Fauna and Flora.—Large game within the state is practically extinct. The herds of bison, antelope and elk that once roamed the prairies have vanished, but a few mountain sheep still graze on the grass-covered mesas in inaccessible portions of the Bad Lands. There, too, the grey (or timber) wolf and the coyote are found. The species of small animals do not differ from those found in other parts of the Middle West.

The total woodland area has been estimated at 2500 sq. m., about 3.25 % of the land area, and of this amount 2000 sq. m. are in the Black Hills district. All the higher lands of this area are covered by forests; but the Red Valley, lying between the outer ridges and the main uplift, is treeless. Most of the forest consists of yellow pine, but the spruce, aspen, white birch, bur oak, box elder, red cedar, white elm and cottonwood are among the other varieties found. With the exception of narrow strips of woodland along the courses of the larger streams, the rest of the state consists of treeless prairie-lands, which are usually covered with valuable grasses. In the more arid regions the sage-brush and cactus make their appearance. Two national forests contained (1910) 2022 sq. m.
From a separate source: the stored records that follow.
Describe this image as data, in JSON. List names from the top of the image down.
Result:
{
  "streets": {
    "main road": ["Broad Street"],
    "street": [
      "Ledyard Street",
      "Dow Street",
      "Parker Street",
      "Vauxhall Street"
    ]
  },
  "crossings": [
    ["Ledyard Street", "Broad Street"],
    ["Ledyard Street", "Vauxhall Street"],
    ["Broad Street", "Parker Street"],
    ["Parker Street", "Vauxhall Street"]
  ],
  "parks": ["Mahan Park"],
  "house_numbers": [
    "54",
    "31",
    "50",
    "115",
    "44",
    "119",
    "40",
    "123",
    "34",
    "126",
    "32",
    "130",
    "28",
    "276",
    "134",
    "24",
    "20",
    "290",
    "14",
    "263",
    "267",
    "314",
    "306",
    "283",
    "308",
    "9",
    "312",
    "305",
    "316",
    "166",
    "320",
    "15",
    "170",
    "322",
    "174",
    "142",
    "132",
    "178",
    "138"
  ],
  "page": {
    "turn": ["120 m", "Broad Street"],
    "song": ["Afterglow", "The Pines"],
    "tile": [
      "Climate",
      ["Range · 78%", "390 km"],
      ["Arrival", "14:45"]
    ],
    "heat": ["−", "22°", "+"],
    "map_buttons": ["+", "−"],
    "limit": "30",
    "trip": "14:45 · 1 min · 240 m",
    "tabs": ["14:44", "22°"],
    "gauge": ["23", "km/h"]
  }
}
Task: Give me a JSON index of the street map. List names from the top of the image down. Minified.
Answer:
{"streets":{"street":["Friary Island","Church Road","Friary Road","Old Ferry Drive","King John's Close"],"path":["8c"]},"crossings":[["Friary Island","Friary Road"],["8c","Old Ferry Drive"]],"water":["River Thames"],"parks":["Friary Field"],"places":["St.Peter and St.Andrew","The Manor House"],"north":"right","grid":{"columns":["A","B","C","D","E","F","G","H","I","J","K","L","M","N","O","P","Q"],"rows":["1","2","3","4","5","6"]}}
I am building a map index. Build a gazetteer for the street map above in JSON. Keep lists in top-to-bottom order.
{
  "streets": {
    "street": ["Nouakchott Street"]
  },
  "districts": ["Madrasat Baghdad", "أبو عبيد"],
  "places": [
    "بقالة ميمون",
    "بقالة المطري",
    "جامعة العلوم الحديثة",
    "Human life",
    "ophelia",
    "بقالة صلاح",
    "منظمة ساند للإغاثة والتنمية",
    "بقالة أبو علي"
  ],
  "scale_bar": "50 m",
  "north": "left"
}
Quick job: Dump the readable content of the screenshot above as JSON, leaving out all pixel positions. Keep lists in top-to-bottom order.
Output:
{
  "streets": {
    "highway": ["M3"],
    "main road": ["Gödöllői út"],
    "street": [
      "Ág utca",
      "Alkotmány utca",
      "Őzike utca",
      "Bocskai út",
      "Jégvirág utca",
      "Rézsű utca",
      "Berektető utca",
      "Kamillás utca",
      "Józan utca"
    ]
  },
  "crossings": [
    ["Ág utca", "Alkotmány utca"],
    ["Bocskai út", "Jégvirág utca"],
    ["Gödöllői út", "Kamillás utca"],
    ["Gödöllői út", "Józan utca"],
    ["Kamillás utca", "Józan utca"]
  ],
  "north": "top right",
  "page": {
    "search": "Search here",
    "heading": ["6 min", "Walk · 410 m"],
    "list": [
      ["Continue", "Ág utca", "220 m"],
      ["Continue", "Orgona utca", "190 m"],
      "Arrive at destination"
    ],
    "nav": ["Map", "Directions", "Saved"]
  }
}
Climate.—The climate of South Dakota is of a continental type. Owing to the northern latitude, comparatively high altitudes, and the great distance from the ocean, there are great annual variations of temperature and a very small amount of rainfall. The state is coldest in the north-east and warmest in the region south of the Cheyenne and west of the Missouri river. The isothermal lines trend from south-east to north-west. The winters are long and marked by exceedingly low temperatures, but as they are the driest season of the year, the extremes are not so disagreeable as they would be in a more humid region. The mean winter temperature ranges from 13° F. at Aberdeen in the northern part of the James River Valley to 25° at Rapid City, in the Black Hills district. The absolute minima at these two places are respectively -46° and -29°; the absolute maxima, 111° and 106°, and the mean annual temperatures, 42° and 46°. At Brookings, in the extreme east, the mean annual temperature is 43°; the mean for the summer is 68° with an extreme recorded of 104°; the mean for the winter is 15° with an extreme recorded of -41°. At Ashcroft, in the extreme north-west, the mean annual temperature is 44°; the mean for the summer 68°; and for the winter 20°; while the highest and lowest temperatures ever recorded are respectively 114° and 44°.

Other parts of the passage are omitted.